[Records drawn from a dataset]
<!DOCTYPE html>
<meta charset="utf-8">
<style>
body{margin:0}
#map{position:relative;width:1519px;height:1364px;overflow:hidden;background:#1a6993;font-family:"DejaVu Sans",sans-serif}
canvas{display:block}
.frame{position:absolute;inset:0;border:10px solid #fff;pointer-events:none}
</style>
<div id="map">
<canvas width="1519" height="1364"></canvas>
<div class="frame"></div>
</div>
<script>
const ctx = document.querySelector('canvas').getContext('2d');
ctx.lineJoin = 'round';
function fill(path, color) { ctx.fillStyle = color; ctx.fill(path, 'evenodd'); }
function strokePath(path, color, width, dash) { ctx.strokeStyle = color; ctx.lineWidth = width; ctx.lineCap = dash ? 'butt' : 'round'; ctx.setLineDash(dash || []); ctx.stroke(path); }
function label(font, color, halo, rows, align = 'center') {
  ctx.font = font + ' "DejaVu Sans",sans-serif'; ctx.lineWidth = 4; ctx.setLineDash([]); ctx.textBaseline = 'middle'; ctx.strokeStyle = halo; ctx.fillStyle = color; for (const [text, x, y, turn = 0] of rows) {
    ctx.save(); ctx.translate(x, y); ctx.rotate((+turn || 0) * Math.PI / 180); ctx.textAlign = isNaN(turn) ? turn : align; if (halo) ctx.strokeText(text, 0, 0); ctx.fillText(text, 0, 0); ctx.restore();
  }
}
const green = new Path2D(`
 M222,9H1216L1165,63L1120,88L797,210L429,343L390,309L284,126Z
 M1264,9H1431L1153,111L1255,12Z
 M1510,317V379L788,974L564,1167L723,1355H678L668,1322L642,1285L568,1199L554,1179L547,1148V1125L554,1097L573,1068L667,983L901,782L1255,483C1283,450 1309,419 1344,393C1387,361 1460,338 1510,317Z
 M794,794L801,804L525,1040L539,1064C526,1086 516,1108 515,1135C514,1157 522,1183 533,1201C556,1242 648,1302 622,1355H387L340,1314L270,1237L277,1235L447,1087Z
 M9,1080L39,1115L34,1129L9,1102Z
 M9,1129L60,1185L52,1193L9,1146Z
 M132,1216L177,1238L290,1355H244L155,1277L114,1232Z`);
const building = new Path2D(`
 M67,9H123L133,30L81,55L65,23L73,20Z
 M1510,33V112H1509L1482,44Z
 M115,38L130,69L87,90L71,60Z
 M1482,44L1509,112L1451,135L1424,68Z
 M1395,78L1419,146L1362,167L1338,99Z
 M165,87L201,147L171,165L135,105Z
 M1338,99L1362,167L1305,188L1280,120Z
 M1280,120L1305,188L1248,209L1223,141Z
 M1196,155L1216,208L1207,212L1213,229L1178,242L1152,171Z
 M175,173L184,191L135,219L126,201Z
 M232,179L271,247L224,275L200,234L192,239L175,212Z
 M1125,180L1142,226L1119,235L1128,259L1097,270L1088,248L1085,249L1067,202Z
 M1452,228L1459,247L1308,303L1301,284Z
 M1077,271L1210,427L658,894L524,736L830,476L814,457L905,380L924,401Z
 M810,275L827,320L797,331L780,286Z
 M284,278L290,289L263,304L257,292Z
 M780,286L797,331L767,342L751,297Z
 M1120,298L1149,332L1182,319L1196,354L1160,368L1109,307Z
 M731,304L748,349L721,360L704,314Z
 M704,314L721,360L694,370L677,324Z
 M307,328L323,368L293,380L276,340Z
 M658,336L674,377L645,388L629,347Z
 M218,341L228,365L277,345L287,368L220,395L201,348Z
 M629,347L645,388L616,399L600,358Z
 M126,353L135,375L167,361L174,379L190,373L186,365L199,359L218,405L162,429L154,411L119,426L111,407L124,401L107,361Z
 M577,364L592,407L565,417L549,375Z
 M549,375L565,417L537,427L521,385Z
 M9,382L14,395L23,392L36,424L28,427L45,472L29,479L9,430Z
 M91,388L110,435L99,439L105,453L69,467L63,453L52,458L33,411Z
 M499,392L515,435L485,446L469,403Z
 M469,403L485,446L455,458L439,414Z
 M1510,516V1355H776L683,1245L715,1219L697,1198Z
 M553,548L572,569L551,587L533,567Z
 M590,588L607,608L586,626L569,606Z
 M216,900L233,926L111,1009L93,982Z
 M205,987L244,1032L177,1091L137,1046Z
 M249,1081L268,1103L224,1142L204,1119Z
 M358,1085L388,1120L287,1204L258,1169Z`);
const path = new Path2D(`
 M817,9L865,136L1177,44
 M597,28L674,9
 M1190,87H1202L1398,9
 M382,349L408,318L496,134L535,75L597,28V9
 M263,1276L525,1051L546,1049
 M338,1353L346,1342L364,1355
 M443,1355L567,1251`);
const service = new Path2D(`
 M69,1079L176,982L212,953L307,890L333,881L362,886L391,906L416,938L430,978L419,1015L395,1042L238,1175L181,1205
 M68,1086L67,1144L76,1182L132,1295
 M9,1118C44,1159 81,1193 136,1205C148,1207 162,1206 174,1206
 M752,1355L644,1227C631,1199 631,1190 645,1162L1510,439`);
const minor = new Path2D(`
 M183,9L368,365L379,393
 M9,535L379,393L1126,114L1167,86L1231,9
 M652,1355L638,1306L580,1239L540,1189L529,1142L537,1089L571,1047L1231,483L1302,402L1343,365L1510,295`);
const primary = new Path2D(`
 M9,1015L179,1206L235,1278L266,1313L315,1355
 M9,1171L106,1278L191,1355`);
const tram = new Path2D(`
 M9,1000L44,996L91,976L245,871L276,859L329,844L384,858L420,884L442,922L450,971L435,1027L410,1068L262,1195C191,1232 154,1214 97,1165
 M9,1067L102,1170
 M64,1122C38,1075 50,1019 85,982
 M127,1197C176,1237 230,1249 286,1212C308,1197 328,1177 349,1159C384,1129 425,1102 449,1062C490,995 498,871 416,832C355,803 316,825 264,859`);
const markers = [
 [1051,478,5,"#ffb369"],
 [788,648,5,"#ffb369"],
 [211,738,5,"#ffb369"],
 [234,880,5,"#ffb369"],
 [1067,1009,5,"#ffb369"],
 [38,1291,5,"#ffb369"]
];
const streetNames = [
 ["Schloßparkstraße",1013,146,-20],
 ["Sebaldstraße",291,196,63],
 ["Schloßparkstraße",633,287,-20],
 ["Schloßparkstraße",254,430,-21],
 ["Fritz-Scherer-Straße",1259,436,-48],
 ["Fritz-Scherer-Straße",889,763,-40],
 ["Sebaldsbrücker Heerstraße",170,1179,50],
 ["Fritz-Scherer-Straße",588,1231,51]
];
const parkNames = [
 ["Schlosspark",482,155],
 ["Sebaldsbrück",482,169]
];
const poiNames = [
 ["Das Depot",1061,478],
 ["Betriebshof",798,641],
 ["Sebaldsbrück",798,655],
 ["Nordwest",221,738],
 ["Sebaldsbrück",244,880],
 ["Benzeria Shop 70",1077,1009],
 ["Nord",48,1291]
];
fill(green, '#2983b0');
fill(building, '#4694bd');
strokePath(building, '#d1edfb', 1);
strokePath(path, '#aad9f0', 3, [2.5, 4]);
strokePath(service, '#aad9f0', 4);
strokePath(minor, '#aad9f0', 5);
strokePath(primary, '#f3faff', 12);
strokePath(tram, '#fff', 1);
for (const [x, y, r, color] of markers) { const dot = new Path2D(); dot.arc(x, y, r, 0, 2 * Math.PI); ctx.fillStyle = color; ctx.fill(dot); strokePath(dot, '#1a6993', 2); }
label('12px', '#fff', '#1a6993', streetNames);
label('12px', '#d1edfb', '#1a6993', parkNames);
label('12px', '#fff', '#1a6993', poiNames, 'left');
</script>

* * *

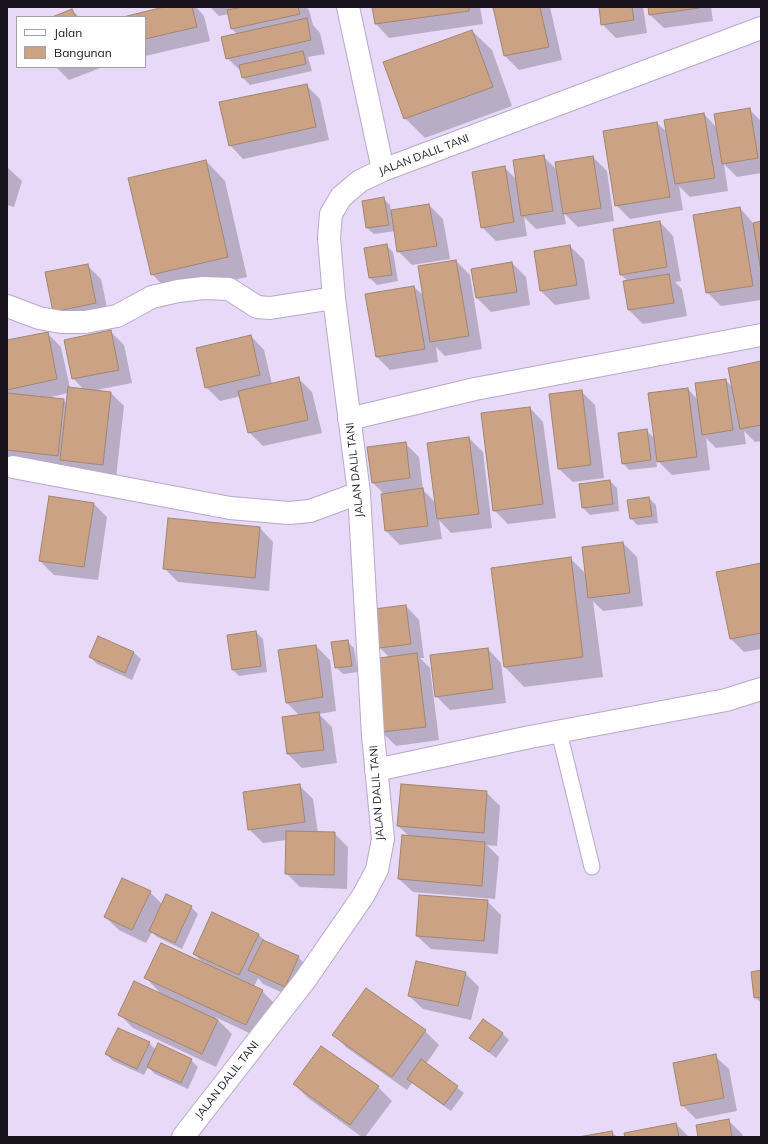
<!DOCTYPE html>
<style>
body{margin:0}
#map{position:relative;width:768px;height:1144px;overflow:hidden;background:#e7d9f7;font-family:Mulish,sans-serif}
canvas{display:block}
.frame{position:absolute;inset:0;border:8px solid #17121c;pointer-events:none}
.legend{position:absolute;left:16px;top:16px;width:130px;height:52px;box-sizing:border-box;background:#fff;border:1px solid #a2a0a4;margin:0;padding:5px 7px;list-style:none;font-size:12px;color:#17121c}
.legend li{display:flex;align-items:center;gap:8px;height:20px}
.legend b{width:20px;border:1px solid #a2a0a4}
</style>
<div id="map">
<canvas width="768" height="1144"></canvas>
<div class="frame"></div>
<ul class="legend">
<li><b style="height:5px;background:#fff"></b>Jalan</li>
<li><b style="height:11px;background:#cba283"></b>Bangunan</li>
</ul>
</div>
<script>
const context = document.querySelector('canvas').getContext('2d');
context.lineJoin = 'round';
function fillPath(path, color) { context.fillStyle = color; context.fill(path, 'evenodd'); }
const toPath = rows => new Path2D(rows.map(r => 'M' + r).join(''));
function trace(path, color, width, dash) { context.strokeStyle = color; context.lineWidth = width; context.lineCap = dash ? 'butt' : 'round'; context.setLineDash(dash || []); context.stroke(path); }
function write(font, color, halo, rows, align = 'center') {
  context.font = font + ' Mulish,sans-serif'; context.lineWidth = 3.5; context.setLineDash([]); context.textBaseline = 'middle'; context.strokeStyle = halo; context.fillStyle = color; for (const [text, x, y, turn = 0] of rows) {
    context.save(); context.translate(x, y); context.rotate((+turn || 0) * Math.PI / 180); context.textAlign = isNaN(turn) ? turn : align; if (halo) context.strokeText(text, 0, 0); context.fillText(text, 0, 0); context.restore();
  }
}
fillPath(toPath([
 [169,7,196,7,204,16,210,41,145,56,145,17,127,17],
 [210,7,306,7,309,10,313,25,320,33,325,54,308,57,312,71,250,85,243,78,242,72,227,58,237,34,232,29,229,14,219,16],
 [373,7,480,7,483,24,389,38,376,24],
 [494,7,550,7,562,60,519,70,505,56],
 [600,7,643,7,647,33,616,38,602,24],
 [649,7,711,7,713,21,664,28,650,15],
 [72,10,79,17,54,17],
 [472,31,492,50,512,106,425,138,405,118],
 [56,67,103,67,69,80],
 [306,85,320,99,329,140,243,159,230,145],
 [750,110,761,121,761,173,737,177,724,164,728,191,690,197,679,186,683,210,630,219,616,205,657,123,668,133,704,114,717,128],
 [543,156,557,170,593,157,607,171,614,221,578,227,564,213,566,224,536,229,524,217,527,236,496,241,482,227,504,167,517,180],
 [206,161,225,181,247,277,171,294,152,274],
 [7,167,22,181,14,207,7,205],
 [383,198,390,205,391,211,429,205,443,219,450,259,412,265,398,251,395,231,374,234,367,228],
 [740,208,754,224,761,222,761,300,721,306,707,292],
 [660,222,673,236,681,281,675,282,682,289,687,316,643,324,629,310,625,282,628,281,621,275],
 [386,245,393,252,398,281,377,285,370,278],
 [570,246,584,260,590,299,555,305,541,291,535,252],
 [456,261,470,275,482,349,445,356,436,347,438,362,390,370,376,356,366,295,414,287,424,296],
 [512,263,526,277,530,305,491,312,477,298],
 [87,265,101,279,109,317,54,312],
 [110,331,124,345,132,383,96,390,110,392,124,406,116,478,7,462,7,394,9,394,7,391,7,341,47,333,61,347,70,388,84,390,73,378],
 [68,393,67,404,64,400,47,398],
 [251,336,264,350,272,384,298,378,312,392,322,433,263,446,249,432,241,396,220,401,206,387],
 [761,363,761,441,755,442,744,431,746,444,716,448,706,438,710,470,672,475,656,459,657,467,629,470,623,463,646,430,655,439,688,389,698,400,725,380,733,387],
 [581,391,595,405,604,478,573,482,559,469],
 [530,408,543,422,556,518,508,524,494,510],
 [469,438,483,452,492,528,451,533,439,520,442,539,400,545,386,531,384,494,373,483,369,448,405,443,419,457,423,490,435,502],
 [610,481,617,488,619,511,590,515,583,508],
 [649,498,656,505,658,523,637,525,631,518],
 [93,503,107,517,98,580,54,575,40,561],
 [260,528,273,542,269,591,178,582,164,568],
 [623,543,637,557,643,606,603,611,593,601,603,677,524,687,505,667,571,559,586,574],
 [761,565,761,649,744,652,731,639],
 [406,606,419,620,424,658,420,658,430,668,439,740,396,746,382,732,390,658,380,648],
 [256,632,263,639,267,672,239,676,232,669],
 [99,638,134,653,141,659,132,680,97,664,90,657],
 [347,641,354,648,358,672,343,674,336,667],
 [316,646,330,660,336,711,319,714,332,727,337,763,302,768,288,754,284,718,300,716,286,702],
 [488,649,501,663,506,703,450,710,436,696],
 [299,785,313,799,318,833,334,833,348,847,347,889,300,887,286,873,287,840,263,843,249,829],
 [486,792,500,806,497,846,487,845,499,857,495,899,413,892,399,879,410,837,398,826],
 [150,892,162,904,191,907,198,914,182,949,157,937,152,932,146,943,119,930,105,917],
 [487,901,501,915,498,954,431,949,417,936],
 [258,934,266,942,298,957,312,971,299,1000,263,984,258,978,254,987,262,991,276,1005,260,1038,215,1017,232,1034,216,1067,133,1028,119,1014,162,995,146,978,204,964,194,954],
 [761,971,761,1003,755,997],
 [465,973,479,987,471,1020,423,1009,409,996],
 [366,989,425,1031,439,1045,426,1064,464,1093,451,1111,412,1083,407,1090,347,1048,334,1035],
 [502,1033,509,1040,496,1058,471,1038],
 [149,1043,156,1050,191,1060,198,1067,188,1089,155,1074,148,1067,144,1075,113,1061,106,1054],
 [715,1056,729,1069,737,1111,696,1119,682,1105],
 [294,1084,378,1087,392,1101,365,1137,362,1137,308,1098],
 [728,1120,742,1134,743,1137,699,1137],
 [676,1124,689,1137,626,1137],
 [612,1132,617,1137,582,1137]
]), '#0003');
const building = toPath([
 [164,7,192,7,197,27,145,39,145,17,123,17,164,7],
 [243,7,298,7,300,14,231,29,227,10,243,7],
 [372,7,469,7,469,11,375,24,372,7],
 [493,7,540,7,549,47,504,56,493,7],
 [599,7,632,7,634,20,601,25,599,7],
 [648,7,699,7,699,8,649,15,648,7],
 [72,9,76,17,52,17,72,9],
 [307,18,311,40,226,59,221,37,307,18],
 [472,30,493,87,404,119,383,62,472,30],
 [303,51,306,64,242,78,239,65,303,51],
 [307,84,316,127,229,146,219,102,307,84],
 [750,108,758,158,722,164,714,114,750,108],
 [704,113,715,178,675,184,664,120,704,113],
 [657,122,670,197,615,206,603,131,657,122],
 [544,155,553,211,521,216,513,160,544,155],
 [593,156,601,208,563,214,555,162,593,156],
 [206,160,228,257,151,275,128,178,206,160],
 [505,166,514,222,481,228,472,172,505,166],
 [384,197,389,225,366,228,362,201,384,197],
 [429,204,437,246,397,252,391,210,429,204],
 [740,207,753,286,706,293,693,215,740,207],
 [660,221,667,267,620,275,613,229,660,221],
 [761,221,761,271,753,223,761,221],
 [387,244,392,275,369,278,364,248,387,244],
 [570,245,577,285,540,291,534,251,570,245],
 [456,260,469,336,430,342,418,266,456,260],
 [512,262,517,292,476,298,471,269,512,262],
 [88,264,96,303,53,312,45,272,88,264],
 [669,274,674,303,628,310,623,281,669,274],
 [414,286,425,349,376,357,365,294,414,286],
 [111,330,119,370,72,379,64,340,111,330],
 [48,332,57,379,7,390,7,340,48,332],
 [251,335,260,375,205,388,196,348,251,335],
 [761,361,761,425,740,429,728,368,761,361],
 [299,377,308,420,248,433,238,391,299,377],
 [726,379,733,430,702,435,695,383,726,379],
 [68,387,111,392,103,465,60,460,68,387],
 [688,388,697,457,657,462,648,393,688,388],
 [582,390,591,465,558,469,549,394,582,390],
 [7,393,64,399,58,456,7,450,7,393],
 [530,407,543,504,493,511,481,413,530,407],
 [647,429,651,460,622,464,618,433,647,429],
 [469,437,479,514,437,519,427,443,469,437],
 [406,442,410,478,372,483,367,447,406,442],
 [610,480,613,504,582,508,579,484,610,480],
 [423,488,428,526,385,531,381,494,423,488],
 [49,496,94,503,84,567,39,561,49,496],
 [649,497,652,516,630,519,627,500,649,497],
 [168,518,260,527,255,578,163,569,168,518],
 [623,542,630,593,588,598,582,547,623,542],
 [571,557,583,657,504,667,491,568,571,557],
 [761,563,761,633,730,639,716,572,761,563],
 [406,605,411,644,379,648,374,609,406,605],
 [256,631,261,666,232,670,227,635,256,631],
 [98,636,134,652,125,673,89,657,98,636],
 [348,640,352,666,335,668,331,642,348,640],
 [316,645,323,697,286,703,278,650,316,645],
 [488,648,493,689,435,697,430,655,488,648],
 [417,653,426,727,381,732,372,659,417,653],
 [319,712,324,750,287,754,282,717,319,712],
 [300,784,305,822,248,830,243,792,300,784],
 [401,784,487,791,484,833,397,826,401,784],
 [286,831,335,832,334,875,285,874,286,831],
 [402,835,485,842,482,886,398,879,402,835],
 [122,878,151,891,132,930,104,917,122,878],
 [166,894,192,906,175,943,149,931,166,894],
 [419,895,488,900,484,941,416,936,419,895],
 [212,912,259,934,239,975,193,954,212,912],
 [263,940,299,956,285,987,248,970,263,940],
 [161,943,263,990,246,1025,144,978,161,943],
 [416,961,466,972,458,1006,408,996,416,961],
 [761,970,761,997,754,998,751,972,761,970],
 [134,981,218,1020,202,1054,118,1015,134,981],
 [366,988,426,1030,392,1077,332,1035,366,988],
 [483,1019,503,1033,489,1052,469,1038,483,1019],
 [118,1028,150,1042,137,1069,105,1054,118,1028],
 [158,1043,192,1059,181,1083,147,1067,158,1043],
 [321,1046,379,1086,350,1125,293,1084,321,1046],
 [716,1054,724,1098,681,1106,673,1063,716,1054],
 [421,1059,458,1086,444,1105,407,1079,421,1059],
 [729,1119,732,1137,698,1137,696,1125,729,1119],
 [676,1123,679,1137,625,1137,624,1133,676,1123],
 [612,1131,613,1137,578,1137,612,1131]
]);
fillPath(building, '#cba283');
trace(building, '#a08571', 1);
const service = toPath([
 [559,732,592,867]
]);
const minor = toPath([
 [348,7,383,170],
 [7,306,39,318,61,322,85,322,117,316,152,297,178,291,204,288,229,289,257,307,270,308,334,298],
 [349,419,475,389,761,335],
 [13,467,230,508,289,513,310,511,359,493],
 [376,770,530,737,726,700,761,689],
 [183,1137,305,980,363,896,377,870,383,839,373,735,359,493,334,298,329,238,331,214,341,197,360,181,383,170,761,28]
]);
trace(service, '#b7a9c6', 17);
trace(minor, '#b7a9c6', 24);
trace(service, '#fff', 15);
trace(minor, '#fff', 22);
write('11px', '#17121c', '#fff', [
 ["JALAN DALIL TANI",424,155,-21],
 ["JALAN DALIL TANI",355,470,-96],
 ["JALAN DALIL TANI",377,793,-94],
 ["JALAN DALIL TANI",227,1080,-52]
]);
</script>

_TASK PROMPT_. Please state how many lines in the entries above include the word "getContext", giving only the number.

_TASK ANSWER_. 2